• The hall (or living room) is the largest space, at 1,200 square feet. It’s where family and guests gathered before and after foxhunting. Charlotte Hope Binney (Tyler) Montgomery’s portrait is opposite that of Col. Robert Leaming Montgomery, he in his “hunting pinks.” Both were painted by Ireland’s Sir John Lavery, an official World War I artist. A series of Mrs. Montgomery’s extraordinary needlepoints of Ardrossan’s principal rooms line the interior wall.
• Mrs. Montgomery spent much of her time reading or needlepointing in the library after her husband’s death. A prominent bookcase is intentionally shorter, so its top displays sculpture and artifacts. The elaborate lady’s writing desk in the corner was Mrs. Montgomery’s. A needlework chair dated Feb. 12, 1931, is signed C.H.B.T.M. (Charlotte Hope Binney Tyler Montgomery)

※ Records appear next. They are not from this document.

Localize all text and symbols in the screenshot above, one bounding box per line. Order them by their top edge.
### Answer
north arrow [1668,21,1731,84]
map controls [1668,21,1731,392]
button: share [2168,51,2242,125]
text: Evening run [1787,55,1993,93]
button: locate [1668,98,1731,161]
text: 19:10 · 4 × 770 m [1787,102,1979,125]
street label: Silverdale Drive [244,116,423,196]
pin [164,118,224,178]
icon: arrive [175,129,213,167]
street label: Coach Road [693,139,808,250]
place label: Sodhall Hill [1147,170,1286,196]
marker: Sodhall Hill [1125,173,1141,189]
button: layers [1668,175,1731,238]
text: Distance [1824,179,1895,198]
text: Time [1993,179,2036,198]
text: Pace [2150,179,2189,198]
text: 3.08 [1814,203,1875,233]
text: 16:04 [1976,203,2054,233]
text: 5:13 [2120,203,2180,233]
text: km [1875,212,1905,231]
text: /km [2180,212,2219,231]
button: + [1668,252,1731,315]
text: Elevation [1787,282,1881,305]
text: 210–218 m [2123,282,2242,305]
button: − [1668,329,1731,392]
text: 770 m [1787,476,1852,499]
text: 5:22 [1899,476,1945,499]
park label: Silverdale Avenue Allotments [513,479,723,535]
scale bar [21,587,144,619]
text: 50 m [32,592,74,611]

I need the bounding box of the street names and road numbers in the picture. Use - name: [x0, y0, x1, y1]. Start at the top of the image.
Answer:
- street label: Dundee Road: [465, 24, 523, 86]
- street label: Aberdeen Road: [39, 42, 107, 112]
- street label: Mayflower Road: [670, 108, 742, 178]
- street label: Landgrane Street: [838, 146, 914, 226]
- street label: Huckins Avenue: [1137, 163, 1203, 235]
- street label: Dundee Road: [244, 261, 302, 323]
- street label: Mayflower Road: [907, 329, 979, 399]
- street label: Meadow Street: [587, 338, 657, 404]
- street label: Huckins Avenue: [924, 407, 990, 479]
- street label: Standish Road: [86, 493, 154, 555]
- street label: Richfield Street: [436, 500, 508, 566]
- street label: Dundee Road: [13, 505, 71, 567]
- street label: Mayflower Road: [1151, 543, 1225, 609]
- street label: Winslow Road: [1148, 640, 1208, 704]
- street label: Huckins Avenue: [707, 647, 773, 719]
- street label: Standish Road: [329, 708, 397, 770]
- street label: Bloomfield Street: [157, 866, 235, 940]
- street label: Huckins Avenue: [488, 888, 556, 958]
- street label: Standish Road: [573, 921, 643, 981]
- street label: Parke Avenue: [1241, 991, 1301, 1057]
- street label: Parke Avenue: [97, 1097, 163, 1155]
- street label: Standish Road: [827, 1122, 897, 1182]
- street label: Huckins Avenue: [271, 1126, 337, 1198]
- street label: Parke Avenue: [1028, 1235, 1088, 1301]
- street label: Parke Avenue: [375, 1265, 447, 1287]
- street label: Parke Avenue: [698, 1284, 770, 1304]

• The ballroom (or music room, because of its grand piano) was often the place for parties. Its furniture—which includes two needlepoint couches by Mrs. Montgomery—was removed for dancing. It features the home’s largest portrait, a canvas of Mary Binney Montgomery Wheeler, the Montgomery’s second daughter, who once gave dance lessons in the room. There are also portraits of their other children: Helen Hope Montgomery Scott, Charlotte Ives Montgomery and Alexander Montgomery (who lived on the estate in the Murray House until his death in 1997). A portrait of a young Mrs. Montgomery was painted by Artur Louis Halmi while she was pregnant with Charlotte. A scarf and a pedestal disguise the fact.
• Ardrossan’s rear staircase is tucked into the service wing near the butler’s pantry, kitchen and servants’ dining room, which had the home’s first television set. Mrs. Montgomery bought one so the staff could watch the coronation of Queen Elizabeth II in 1952.
• Through a set of oak doors, a separate wooden staircase leads down to the men’s dressing room for the hunt.
• The family called Col. Montgomery’s study the “cigar and brandy room,” says Ardrossan historian David Nelson Wren. In it hangs a portrait of his father, William Woodrow Montgomery.
• The dining room comfortably seats 30. Its walls hold the oldest ancestral portraits, including a Thomas Sully painting of pioneering Philadelphia attorney Horace Binney.
• The Montgomery family crest is embossed in much of the hardware on significant doors.
• With an enormous full basement, Ardrossan was a stronghold and safe haven. Transport to the basement can also be achieved in an old Otis elevator, with its caged folding door.
• One architectural jewel is a tilt-down window, which opens to a screened iron cage shaped like the nose of an airplane.